▶ Task to carry out
Go through the records line by line from the top and repeat each one exactly, ending with the line that contains "height:6px; margin:-3px; padding:0".
Source material: Begin
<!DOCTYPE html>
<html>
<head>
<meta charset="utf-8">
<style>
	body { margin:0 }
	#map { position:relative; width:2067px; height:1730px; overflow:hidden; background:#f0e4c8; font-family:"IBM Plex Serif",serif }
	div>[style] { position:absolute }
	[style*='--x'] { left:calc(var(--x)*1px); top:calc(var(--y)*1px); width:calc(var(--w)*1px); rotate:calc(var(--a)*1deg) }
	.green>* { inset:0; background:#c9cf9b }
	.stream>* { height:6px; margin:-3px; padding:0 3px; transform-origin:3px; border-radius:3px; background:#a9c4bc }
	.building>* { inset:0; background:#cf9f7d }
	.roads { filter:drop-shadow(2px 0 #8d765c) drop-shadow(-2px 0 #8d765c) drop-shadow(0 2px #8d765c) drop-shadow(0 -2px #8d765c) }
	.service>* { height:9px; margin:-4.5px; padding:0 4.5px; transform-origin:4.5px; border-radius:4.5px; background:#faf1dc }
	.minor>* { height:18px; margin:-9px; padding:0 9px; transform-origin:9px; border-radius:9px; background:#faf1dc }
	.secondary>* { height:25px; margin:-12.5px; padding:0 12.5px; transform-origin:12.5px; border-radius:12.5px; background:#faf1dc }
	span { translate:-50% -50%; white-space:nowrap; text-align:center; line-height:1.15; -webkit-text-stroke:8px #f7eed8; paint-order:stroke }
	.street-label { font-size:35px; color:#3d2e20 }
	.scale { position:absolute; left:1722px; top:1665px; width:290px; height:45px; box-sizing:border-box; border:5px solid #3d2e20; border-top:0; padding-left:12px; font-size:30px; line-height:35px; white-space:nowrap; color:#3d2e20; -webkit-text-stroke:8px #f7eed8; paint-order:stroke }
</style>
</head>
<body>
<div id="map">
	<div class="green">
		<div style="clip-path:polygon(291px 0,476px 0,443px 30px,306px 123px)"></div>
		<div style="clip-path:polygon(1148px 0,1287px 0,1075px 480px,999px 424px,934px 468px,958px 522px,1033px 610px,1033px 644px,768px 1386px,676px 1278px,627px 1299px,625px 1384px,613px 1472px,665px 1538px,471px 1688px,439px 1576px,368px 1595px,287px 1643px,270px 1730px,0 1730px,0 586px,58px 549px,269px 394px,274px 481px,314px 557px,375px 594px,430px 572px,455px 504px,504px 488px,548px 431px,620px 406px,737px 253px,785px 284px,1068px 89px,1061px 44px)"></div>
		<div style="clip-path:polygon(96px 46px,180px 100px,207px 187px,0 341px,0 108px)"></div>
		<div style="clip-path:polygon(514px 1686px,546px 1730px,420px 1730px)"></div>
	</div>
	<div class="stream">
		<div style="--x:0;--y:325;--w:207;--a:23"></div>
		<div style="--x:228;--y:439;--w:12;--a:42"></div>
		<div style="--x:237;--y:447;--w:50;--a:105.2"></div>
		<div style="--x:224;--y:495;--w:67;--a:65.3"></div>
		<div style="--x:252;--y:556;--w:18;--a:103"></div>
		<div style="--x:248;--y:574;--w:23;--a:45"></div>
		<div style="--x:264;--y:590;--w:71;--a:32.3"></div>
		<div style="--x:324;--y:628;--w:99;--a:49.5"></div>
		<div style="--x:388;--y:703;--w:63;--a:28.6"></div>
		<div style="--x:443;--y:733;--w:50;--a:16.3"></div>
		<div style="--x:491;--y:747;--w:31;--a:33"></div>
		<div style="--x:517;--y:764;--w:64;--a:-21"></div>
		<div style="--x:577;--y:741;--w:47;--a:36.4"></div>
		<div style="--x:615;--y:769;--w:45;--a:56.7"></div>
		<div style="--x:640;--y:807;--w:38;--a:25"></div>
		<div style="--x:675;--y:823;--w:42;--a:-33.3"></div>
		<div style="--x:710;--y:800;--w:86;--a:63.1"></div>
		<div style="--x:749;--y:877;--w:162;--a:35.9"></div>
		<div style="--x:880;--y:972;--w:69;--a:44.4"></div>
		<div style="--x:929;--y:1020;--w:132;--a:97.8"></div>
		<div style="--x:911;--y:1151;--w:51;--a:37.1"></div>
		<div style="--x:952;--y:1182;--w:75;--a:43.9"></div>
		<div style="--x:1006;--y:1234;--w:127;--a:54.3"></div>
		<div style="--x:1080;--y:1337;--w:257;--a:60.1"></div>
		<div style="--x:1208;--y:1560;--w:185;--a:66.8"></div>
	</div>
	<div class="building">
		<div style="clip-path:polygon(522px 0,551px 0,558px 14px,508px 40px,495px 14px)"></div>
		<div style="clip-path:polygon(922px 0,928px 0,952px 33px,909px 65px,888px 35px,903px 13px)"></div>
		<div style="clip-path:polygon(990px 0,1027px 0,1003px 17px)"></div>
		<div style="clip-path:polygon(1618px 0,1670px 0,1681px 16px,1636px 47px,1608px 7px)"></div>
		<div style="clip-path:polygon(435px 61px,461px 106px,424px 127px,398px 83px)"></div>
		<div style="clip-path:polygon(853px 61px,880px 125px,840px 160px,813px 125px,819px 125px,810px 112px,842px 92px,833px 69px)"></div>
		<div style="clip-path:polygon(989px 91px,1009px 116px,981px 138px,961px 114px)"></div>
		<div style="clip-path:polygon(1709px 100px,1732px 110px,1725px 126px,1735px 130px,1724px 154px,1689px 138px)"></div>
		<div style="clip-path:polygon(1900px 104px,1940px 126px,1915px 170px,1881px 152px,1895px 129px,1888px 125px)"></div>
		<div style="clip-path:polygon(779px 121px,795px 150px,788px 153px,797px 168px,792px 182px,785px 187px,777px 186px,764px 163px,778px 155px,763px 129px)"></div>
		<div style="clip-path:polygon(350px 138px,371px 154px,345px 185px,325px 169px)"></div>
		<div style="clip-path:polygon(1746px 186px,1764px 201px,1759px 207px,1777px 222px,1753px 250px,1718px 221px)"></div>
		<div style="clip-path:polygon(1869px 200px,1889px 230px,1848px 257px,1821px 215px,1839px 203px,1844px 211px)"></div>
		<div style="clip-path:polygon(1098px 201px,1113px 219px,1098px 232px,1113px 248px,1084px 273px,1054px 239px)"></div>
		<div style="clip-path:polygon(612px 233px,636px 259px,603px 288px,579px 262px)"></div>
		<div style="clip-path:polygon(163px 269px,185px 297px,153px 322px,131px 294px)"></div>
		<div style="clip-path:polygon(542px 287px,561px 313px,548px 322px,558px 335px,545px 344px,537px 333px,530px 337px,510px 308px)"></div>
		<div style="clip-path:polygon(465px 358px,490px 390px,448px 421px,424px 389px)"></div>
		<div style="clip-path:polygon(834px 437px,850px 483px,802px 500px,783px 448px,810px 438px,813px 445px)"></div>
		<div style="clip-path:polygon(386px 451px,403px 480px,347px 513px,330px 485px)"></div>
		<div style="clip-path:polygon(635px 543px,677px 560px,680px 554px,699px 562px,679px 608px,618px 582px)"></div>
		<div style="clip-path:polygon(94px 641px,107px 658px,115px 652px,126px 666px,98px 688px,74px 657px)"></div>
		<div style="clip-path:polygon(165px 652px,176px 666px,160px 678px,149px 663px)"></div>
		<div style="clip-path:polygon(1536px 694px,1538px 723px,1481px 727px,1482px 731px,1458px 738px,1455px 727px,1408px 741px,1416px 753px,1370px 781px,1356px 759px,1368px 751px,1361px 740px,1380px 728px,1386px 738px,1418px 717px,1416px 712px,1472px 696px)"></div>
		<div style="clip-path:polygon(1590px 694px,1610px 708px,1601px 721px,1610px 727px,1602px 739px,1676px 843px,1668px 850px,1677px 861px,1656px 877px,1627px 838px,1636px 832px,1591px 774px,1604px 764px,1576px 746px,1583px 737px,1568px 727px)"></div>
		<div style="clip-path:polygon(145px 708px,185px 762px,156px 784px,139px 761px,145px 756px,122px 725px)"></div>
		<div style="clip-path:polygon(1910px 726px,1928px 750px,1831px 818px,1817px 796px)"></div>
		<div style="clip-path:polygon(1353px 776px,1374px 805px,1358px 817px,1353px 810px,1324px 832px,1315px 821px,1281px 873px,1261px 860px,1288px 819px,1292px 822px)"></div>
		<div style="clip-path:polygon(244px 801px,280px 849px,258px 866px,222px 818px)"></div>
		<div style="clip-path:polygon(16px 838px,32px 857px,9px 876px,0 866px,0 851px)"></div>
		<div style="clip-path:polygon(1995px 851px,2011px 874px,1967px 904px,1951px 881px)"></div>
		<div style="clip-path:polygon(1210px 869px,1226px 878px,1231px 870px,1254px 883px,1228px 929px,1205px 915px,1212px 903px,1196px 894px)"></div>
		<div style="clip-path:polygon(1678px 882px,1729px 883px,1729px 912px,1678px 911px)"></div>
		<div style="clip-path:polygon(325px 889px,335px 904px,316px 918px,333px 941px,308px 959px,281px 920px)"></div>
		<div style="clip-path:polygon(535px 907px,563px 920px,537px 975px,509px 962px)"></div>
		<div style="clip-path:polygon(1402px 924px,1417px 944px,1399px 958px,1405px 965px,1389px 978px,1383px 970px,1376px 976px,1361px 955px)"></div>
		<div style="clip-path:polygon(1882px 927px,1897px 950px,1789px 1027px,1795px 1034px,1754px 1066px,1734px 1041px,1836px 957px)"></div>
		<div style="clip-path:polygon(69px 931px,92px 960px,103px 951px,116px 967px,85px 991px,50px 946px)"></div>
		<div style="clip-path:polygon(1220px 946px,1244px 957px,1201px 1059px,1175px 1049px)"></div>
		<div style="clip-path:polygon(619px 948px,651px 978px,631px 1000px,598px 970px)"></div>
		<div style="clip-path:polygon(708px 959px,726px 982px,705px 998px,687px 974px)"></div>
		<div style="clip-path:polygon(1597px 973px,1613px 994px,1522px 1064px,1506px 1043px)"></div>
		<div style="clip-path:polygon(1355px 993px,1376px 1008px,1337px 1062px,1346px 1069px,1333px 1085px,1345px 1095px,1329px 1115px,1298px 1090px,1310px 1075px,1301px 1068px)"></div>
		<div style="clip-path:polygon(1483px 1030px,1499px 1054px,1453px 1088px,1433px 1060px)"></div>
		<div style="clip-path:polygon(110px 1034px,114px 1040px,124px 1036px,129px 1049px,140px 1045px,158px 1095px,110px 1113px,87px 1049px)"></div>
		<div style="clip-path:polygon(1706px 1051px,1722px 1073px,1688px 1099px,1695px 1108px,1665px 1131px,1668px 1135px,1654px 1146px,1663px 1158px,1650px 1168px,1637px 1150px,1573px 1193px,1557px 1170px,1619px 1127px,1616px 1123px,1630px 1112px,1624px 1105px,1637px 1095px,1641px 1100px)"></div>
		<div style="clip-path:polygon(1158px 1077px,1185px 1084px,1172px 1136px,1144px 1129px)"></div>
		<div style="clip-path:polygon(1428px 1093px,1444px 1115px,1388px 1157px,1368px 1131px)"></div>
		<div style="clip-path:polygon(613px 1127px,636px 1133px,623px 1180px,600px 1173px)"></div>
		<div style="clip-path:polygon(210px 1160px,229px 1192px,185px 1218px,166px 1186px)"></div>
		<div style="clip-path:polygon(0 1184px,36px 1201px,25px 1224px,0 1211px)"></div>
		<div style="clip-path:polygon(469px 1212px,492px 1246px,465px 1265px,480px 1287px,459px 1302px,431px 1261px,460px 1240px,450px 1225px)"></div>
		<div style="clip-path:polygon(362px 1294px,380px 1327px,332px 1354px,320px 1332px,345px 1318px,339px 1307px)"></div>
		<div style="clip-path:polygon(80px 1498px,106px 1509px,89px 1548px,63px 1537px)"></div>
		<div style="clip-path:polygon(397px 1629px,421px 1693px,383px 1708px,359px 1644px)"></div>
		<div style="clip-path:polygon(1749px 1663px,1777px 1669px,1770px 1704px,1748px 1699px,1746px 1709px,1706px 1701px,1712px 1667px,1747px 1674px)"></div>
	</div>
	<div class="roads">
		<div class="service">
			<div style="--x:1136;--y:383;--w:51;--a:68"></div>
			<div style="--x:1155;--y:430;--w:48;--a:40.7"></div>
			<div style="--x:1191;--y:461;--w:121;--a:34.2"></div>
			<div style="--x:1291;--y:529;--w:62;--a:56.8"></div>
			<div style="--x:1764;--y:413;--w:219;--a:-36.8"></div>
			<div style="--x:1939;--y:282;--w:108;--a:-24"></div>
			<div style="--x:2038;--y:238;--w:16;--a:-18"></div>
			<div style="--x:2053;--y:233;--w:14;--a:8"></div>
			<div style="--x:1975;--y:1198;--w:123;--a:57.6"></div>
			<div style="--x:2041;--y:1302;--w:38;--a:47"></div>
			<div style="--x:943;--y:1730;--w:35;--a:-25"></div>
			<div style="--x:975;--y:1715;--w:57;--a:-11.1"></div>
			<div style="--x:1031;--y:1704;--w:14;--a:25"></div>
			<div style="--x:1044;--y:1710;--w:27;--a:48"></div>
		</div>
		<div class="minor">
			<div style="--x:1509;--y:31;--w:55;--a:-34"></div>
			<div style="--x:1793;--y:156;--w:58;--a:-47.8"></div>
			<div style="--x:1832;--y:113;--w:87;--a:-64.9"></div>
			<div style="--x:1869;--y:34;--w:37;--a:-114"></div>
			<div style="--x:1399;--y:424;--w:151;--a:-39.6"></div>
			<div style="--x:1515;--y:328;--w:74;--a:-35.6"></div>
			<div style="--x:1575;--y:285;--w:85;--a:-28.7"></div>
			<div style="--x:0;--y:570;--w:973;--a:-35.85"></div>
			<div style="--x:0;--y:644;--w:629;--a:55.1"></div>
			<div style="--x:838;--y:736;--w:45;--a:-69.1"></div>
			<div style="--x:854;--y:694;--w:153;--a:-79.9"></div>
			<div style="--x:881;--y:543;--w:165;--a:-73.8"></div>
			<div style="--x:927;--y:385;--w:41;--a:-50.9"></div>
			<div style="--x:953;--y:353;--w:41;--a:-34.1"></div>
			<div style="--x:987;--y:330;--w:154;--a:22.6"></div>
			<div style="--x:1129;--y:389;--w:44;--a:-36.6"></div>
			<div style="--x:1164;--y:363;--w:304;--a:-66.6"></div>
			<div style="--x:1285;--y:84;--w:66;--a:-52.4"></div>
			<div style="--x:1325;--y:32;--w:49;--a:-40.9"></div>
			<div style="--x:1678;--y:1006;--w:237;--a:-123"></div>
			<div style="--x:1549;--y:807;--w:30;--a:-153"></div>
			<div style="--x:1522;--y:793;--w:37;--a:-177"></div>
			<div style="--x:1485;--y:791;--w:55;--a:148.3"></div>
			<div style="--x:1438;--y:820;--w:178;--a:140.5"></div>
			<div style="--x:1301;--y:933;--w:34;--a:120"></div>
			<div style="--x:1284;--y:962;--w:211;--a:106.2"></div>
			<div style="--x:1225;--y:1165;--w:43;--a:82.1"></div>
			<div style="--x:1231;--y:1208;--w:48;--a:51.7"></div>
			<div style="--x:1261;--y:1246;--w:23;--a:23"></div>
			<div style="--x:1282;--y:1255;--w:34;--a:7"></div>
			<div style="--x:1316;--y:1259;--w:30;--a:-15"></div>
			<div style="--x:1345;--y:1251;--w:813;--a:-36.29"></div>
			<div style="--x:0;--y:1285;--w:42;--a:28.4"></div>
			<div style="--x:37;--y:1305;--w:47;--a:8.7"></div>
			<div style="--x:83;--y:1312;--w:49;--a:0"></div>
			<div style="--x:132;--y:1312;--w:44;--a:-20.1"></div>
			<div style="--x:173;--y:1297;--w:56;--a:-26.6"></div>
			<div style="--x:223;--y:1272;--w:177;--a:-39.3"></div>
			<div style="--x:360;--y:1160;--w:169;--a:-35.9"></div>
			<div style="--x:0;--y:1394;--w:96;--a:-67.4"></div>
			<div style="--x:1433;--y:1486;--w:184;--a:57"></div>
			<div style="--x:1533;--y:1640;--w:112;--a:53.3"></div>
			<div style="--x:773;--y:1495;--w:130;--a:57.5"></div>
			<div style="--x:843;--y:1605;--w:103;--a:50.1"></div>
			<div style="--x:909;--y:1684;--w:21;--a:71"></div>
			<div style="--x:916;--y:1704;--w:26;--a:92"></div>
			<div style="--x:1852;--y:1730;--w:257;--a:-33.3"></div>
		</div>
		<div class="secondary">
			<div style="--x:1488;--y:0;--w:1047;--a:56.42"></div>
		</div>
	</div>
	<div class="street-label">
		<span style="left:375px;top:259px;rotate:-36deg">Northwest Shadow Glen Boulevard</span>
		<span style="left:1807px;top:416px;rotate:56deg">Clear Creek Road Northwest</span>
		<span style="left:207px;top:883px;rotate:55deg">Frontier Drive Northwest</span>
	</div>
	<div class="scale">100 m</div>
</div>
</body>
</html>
Source material: End
▶ Exercise solution
<!DOCTYPE html>
<html>
<head>
<meta charset="utf-8">
<style>
	body { margin:0 }
	#map { position:relative; width:2067px; height:1730px; overflow:hidden; background:#f0e4c8; font-family:"IBM Plex Serif",serif }
	div>[style] { position:absolute }
	[style*='--x'] { left:calc(var(--x)*1px); top:calc(var(--y)*1px); width:calc(var(--w)*1px); rotate:calc(var(--a)*1deg) }
	.green>* { inset:0; background:#c9cf9b }
	.stream>* { height:6px; margin:-3px; padding:0 3px; transform-origin:3px; border-radius:3px; background:#a9c4bc }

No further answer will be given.